== SUPPLIED MATERIAL ==

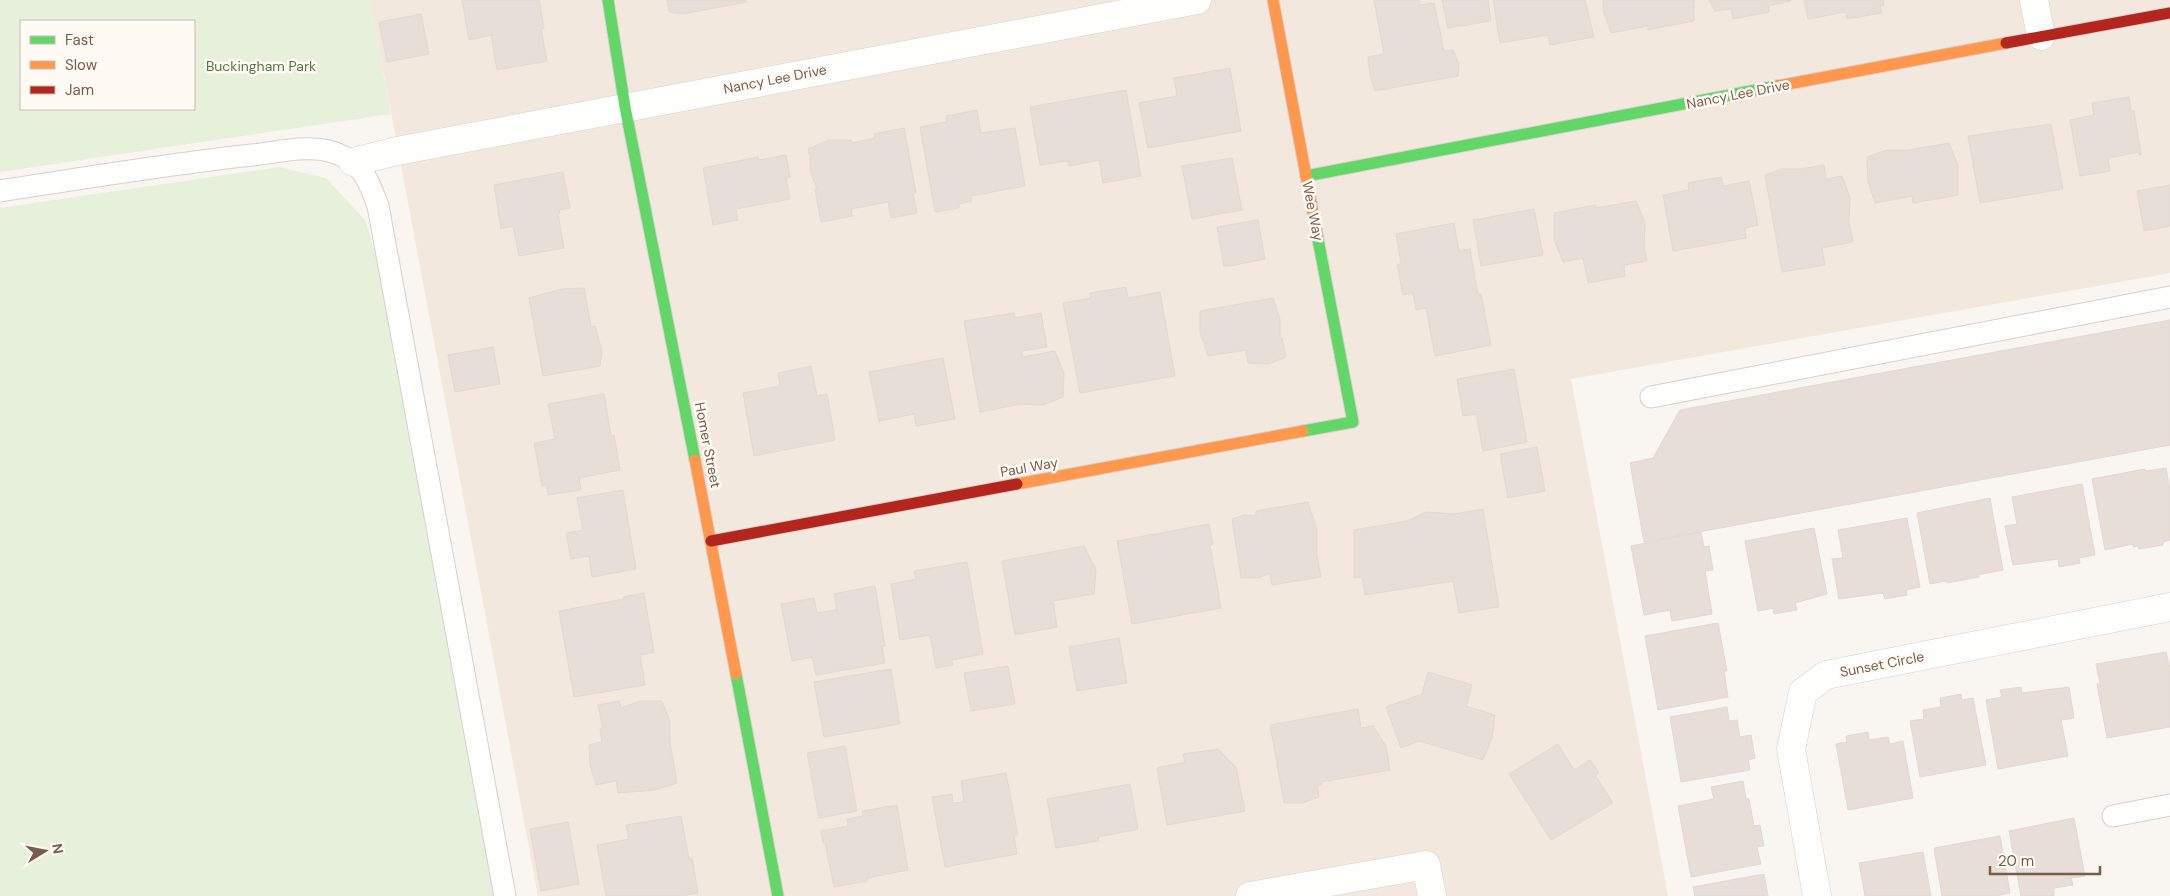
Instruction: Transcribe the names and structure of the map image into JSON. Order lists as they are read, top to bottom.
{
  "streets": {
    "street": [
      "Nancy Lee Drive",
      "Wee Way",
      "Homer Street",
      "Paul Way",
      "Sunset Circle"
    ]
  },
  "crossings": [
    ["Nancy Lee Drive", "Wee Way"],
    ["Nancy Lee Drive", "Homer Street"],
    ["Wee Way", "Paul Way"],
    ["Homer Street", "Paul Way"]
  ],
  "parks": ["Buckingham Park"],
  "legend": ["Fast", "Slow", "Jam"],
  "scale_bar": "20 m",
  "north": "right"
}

===

### TASK TO CARRY OUT
Reproduce every record exactly; images stay out.

### SOLUTION FOR THIS EXERCISE
Instruction: Transcribe the names and structure of the map image into JSON. Order lists as they are read, top to bottom.
{
  "streets": {
    "street": [
      "Nancy Lee Drive",
      "Wee Way",
      "Homer Street",
      "Paul Way",
      "Sunset Circle"
    ]
  },
  "crossings": [
    ["Nancy Lee Drive", "Wee Way"],
    ["Nancy Lee Drive", "Homer Street"],
    ["Wee Way", "Paul Way"],
    ["Homer Street", "Paul Way"]
  ],
  "parks": ["Buckingham Park"],
  "legend": ["Fast", "Slow", "Jam"],
  "scale_bar": "20 m",
  "north": "right"
}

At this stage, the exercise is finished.